Lefka () is a neighbourhood in the southern part of the city of Patras, 5 km directly and 6 km south via road from downtown. It was originally called "Botovayia" ("Μποτοβάγια" in Greek).

Lefka is linked with the Akti Dymaion (GR-9/E55 - Patras-Pyrgos-Kyparissia) and Akrotiriou Street (GR-3 - Patras-Tripoli southbound), Evias Street, Iteon Street and Lefkas Street. Lefka's residents work in agriculture, and the remainder work on other businesses.

Nearest subdivisions
Demenika, east

Nearest places
 Ities, west
 Kokkinos Milos, west
 Ovrya, southeast
 Paralia, southwest

Streets
Agiou Nikolaou Lefkas Street
Akti Dymaion Blvd.
Iteon Street
Lefkas Street
Evias Street
The new GR-33 (Patras - Tripoli) - a two way bypass

Geography
The area is made up of farmlands and consists of olive and citrus groves and cattle farms. Tomatoes, potatoes, beans, zucchinis, onions, watermelons, melons and others are also grown in the region. Lefka's nearest supermarket is Akti Dymaion to the northwest.
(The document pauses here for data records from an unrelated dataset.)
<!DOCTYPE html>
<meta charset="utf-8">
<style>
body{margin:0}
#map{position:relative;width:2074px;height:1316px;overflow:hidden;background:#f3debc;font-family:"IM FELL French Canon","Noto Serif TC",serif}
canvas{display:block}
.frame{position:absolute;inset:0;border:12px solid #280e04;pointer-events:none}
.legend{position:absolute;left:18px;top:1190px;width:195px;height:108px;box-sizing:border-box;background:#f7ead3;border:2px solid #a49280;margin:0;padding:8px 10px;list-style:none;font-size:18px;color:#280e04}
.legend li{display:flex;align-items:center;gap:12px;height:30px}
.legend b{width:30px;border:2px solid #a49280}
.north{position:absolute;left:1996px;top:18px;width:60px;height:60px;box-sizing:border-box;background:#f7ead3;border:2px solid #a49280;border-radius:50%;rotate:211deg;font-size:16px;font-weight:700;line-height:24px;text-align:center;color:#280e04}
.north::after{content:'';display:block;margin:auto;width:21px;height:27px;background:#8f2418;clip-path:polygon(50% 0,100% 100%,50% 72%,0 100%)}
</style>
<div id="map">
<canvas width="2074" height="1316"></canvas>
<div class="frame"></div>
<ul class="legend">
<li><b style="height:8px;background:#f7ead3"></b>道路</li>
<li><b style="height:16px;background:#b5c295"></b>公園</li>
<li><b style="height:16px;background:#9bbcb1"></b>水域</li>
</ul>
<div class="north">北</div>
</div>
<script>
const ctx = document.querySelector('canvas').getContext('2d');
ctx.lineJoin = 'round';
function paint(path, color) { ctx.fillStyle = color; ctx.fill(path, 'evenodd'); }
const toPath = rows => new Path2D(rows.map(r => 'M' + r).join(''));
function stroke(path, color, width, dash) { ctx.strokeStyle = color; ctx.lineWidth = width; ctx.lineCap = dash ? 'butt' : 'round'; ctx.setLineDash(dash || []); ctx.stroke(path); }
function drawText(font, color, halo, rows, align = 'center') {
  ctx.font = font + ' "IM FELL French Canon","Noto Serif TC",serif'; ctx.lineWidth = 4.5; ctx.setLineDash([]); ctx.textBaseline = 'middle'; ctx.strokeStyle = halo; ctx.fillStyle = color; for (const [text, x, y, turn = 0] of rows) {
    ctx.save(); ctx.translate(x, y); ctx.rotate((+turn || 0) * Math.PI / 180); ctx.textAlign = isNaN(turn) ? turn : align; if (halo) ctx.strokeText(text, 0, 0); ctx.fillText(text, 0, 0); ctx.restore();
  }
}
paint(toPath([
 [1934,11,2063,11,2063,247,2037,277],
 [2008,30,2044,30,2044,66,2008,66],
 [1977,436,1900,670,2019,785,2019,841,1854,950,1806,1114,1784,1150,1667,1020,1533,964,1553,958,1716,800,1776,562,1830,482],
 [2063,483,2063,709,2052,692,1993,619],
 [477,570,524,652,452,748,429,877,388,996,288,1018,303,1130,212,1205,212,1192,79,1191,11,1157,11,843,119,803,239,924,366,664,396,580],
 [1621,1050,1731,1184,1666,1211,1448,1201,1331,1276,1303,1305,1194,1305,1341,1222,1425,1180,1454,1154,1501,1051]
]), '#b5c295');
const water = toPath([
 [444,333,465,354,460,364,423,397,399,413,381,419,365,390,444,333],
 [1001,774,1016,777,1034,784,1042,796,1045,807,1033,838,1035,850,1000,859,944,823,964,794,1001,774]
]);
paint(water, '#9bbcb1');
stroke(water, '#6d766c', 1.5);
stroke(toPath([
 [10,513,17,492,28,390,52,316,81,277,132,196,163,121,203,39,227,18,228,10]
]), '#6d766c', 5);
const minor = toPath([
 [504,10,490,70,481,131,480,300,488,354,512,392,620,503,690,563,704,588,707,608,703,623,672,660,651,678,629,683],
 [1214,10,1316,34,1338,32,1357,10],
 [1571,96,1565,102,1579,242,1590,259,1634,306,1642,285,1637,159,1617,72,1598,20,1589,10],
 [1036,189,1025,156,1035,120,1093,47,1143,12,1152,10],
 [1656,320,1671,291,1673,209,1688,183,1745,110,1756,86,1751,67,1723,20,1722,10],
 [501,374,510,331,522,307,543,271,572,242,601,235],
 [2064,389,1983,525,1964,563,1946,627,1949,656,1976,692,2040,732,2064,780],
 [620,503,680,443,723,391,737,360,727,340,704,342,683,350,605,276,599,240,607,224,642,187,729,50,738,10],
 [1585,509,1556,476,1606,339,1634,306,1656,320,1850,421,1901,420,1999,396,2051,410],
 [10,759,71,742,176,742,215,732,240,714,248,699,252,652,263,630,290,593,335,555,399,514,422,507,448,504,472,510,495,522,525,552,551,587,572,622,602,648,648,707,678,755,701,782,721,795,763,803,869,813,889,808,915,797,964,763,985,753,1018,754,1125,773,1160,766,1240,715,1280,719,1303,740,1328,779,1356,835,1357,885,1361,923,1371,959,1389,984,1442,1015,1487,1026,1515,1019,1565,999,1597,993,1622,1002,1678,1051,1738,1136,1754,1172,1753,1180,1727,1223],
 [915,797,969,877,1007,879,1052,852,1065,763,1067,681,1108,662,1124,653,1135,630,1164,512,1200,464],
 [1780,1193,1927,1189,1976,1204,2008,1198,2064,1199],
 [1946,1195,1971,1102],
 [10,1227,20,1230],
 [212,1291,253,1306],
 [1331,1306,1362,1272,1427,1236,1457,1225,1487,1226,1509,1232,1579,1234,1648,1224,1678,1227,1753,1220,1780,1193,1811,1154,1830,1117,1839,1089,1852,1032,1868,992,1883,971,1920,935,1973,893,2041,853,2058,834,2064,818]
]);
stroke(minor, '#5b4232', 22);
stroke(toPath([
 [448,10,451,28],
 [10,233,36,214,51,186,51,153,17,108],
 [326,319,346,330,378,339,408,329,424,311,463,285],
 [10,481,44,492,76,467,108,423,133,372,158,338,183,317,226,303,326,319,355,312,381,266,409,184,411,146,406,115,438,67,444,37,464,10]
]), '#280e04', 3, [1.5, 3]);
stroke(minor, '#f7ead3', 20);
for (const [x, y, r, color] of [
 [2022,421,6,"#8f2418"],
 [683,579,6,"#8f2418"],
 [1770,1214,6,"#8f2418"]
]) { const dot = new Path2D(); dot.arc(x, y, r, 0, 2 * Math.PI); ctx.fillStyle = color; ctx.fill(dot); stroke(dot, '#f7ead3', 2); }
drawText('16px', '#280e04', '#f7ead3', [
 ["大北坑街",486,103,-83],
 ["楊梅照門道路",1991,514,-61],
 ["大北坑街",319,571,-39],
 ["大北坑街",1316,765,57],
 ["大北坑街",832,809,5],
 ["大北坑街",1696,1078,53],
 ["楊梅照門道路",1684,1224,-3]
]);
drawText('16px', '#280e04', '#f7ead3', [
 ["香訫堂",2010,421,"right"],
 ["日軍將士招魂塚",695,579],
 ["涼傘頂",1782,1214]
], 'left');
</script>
Its total area is approximately 5 to 6 km², and 3 km in length, from west to east, and 2 km in width from north to south.  Its total street length is approximately 10 to 15 km, of which 4 to 5 km are main streets; the rest are residential.  The built-up area lies north of the Glafkos river, which is Leyka's north side, with the exception of a tract north of the neighbourhood.

History
The housing developments to the present day did not reach Lefka, due to that is away from the urban capacity.  Not much housing development has been done since the early 2000s, and the population has been unchanged, compared to other neighbourhoods in Patras.

The Glafkos road was added in the form of gravel in the 1970s. It was later paved in the mid 1980s, became one-way, and was fully opened in 1995. Its streetlights were added in the late 1990s.